What to produce
Look below for the line that has "function stroke(path, color, width, dash)". Set down the lines from there through the line that has "M2078,293L2087,294C2124,335 2099,393 2116,440C2126,468", exactly as written.

□ □ □ □ □

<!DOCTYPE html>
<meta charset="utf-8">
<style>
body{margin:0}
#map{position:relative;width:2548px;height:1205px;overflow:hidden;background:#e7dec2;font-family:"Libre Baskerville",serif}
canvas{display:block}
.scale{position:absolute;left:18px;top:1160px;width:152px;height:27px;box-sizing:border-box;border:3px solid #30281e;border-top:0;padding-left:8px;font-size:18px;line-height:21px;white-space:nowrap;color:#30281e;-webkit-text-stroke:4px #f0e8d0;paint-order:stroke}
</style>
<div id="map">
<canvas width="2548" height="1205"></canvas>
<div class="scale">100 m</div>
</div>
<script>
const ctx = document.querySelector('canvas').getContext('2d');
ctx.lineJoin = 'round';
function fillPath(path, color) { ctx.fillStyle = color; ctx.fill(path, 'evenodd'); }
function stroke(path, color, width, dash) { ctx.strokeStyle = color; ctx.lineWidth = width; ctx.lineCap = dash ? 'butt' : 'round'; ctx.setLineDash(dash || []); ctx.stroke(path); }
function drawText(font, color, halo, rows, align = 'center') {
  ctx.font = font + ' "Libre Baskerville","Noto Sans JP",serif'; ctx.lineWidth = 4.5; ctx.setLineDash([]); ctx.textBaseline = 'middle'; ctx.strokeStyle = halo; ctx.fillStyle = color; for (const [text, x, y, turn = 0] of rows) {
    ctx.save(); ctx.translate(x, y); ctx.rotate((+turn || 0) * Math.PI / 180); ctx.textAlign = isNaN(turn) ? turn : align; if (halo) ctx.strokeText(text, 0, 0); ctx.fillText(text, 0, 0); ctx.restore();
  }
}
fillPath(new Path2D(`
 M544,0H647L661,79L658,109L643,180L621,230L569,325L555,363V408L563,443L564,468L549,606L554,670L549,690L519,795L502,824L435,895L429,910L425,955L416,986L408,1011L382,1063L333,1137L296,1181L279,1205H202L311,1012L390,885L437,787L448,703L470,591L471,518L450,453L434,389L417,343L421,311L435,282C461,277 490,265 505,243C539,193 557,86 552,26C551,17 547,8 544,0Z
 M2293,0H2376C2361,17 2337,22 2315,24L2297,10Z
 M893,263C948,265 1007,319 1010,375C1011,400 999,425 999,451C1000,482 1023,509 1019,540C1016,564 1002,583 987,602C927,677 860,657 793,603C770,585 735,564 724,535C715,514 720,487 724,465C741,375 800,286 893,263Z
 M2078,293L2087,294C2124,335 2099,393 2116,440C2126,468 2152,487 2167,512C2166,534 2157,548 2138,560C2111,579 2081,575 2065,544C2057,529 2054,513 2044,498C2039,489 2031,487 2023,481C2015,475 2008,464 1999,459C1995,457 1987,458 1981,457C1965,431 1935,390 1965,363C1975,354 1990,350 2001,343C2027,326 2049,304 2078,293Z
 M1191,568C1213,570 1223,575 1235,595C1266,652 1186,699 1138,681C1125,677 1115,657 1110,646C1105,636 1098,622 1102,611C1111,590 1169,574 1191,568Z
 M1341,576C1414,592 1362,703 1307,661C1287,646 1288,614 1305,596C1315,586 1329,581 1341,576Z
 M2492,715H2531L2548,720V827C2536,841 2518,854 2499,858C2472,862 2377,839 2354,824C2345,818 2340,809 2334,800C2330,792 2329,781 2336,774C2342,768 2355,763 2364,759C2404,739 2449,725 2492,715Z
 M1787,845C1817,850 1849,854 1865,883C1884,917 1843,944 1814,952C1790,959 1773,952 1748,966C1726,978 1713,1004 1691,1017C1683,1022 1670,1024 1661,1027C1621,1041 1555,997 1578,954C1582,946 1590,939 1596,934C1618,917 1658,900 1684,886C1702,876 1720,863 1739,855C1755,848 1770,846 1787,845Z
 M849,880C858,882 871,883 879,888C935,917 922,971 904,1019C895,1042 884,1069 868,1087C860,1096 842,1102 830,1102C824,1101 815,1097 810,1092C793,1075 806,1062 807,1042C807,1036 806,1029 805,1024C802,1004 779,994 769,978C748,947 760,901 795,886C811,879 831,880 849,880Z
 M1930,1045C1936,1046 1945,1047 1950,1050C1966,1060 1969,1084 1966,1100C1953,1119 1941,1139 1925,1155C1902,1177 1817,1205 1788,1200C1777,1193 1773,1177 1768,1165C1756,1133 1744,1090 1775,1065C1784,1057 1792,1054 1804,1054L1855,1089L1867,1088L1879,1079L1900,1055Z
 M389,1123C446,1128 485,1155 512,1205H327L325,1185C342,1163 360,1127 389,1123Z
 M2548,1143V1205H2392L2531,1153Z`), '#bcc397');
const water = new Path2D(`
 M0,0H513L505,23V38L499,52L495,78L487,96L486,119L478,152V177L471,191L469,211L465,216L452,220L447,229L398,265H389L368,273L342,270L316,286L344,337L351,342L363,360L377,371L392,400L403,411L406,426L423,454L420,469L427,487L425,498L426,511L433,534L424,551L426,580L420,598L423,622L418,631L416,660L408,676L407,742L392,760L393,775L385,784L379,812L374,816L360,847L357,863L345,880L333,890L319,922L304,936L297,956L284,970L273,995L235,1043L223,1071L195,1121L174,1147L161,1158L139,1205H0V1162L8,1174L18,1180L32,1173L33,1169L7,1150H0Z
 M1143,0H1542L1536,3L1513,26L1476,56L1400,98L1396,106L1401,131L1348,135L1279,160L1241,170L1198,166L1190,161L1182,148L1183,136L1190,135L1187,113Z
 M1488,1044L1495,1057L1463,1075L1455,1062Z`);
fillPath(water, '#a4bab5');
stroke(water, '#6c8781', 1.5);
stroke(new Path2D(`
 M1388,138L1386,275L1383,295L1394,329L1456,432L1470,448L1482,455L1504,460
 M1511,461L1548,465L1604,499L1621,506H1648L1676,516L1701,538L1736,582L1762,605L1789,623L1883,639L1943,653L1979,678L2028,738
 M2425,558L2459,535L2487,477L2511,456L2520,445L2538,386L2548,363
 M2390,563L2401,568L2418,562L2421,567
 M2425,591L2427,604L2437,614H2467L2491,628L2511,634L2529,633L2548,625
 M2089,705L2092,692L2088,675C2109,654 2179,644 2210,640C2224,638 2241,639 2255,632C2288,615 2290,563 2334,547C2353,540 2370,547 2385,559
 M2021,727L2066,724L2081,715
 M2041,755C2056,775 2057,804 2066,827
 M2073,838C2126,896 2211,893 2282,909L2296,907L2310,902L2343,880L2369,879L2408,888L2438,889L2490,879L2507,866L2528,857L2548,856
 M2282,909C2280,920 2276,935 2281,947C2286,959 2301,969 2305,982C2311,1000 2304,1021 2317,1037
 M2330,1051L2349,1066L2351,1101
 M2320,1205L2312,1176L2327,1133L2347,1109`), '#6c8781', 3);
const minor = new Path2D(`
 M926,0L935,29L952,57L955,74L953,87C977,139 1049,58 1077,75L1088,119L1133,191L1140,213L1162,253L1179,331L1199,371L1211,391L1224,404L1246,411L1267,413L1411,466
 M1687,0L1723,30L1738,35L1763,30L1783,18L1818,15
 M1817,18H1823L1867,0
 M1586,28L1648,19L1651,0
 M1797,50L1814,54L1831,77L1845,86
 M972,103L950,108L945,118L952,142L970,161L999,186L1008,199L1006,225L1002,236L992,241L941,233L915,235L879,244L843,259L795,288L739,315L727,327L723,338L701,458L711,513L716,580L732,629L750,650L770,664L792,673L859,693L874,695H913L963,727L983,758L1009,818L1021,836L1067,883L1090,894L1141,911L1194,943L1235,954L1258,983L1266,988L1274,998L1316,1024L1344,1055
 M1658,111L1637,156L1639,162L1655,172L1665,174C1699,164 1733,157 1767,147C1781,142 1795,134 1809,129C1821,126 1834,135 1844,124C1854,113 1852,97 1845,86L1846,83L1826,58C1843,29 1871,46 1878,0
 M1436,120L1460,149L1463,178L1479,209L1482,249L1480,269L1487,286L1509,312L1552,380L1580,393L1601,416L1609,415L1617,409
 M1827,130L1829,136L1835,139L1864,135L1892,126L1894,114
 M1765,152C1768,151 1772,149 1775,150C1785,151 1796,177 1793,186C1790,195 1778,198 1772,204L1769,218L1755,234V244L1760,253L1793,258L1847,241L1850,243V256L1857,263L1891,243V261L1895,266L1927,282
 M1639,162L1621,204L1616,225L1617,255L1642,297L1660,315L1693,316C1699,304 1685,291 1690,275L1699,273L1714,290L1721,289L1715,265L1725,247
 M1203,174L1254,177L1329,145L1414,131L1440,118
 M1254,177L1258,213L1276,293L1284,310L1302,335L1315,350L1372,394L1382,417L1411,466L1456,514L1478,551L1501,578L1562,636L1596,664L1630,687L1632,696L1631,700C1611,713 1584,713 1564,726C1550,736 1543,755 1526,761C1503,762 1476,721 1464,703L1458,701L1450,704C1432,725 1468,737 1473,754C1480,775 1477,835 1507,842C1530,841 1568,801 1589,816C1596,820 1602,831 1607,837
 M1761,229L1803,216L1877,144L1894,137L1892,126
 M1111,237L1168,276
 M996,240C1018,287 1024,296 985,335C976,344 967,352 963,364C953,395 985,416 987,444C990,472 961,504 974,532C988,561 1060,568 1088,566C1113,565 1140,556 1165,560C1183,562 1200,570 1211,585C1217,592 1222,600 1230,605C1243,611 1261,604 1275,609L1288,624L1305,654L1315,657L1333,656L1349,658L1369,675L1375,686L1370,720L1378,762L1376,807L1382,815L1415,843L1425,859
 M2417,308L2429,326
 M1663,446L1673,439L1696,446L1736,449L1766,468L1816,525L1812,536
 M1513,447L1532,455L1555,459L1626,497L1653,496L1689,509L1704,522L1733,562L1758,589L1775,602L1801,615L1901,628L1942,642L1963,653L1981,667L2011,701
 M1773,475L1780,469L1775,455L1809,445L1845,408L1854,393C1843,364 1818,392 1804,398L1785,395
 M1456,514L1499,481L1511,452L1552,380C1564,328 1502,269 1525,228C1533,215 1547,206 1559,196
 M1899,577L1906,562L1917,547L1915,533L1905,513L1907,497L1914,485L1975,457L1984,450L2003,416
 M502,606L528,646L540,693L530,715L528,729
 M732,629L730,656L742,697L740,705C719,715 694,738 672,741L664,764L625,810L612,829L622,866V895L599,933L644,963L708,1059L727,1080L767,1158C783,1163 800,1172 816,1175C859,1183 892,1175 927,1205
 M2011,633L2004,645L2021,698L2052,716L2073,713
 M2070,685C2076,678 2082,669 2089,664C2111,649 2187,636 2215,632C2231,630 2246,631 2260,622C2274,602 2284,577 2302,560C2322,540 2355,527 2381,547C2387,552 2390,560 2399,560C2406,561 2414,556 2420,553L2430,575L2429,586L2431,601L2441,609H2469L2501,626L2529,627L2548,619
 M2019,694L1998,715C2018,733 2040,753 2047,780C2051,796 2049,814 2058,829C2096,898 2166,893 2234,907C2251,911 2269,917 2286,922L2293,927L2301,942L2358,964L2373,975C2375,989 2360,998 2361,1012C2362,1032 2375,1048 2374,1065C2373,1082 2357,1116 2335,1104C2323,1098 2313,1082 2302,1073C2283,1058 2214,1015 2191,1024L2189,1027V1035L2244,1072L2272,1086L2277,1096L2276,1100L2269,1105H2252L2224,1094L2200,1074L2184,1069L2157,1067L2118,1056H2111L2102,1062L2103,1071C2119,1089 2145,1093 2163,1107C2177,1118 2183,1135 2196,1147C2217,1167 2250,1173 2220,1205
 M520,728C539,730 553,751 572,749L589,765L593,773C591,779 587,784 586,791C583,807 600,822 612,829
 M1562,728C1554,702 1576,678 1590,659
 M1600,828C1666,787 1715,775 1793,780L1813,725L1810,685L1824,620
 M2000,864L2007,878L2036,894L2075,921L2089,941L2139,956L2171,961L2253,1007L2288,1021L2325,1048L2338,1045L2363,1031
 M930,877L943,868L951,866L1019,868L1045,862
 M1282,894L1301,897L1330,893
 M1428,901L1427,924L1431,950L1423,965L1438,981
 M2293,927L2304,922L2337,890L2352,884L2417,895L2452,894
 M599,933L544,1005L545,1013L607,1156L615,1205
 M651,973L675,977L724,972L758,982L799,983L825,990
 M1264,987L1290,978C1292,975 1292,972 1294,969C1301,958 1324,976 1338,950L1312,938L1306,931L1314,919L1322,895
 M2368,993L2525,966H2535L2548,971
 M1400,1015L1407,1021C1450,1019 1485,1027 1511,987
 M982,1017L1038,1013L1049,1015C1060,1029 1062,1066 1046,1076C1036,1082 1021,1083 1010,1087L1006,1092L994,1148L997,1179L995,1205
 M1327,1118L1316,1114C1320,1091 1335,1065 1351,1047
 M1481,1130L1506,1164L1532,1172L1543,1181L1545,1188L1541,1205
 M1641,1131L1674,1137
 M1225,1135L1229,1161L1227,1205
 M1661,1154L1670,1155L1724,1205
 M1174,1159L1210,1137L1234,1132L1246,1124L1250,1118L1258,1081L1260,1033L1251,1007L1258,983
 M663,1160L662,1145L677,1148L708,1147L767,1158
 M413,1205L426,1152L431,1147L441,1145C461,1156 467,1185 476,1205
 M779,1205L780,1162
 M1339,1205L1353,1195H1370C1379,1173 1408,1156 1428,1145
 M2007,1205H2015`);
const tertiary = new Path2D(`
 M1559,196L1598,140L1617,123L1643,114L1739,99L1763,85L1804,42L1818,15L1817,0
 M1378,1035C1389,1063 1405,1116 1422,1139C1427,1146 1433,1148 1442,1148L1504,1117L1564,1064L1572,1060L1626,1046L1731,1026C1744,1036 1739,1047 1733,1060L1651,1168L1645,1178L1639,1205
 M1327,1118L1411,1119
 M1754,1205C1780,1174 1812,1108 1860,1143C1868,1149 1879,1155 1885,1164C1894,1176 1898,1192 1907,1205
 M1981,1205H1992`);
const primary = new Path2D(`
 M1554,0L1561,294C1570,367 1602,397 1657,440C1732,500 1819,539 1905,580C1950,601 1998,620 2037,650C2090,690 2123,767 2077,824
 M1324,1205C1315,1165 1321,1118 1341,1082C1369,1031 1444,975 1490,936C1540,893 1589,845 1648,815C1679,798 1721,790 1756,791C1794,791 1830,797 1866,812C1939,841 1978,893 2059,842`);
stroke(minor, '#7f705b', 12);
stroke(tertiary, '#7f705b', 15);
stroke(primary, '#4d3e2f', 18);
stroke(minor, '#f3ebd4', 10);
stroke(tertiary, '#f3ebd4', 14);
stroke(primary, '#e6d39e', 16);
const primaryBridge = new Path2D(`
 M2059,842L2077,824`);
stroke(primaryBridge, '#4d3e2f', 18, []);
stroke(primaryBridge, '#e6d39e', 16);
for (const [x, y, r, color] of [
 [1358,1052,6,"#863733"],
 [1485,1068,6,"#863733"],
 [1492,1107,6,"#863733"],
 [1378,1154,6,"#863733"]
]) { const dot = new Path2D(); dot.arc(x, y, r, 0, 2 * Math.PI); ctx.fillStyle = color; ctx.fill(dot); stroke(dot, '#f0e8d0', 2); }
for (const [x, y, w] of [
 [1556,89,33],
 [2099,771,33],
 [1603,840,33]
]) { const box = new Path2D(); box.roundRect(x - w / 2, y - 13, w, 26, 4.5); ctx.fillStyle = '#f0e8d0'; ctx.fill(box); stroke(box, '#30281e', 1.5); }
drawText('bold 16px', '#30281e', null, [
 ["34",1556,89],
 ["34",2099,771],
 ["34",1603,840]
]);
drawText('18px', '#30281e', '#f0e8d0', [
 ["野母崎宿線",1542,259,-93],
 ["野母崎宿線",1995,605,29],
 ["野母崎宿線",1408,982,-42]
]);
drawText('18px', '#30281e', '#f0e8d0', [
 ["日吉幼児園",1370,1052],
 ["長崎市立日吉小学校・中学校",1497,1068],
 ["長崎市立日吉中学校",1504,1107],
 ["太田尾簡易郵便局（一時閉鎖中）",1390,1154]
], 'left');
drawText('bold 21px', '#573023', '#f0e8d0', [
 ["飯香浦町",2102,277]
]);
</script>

□ □ □ □ □

Answer box
function stroke(path, color, width, dash) { ctx.strokeStyle = color; ctx.lineWidth = width; ctx.lineCap = dash ? 'butt' : 'round'; ctx.setLineDash(dash || []); ctx.stroke(path); }
function drawText(font, color, halo, rows, align = 'center') {
  ctx.font = font + ' "Libre Baskerville","Noto Sans JP",serif'; ctx.lineWidth = 4.5; ctx.setLineDash([]); ctx.textBaseline = 'middle'; ctx.strokeStyle = halo; ctx.fillStyle = color; for (const [text, x, y, turn = 0] of rows) {
    ctx.save(); ctx.translate(x, y); ctx.rotate((+turn || 0) * Math.PI / 180); ctx.textAlign = isNaN(turn) ? turn : align; if (halo) ctx.strokeText(text, 0, 0); ctx.fillText(text, 0, 0); ctx.restore();
  }
}
fillPath(new Path2D(`
 M544,0H647L661,79L658,109L643,180L621,230L569,325L555,363V408L563,443L564,468L549,606L554,670L549,690L519,795L502,824L435,895L429,910L425,955L416,986L408,1011L382,1063L333,1137L296,1181L279,1205H202L311,1012L390,885L437,787L448,703L470,591L471,518L450,453L434,389L417,343L421,311L435,282C461,277 490,265 505,243C539,193 557,86 552,26C551,17 547,8 544,0Z
 M2293,0H2376C2361,17 2337,22 2315,24L2297,10Z
 M893,263C948,265 1007,319 1010,375C1011,400 999,425 999,451C1000,482 1023,509 1019,540C1016,564 1002,583 987,602C927,677 860,657 793,603C770,585 735,564 724,535C715,514 720,487 724,465C741,375 800,286 893,263Z
 M2078,293L2087,294C2124,335 2099,393 2116,440C2126,468 2152,487 2167,512C2166,534 2157,548 2138,560C2111,579 2081,575 2065,544C2057,529 2054,513 2044,498C2039,489 2031,487 2023,481C2015,475 2008,464 1999,459C1995,457 1987,458 1981,457C1965,431 1935,390 1965,363C1975,354 1990,350 2001,343C2027,326 2049,304 2078,293Z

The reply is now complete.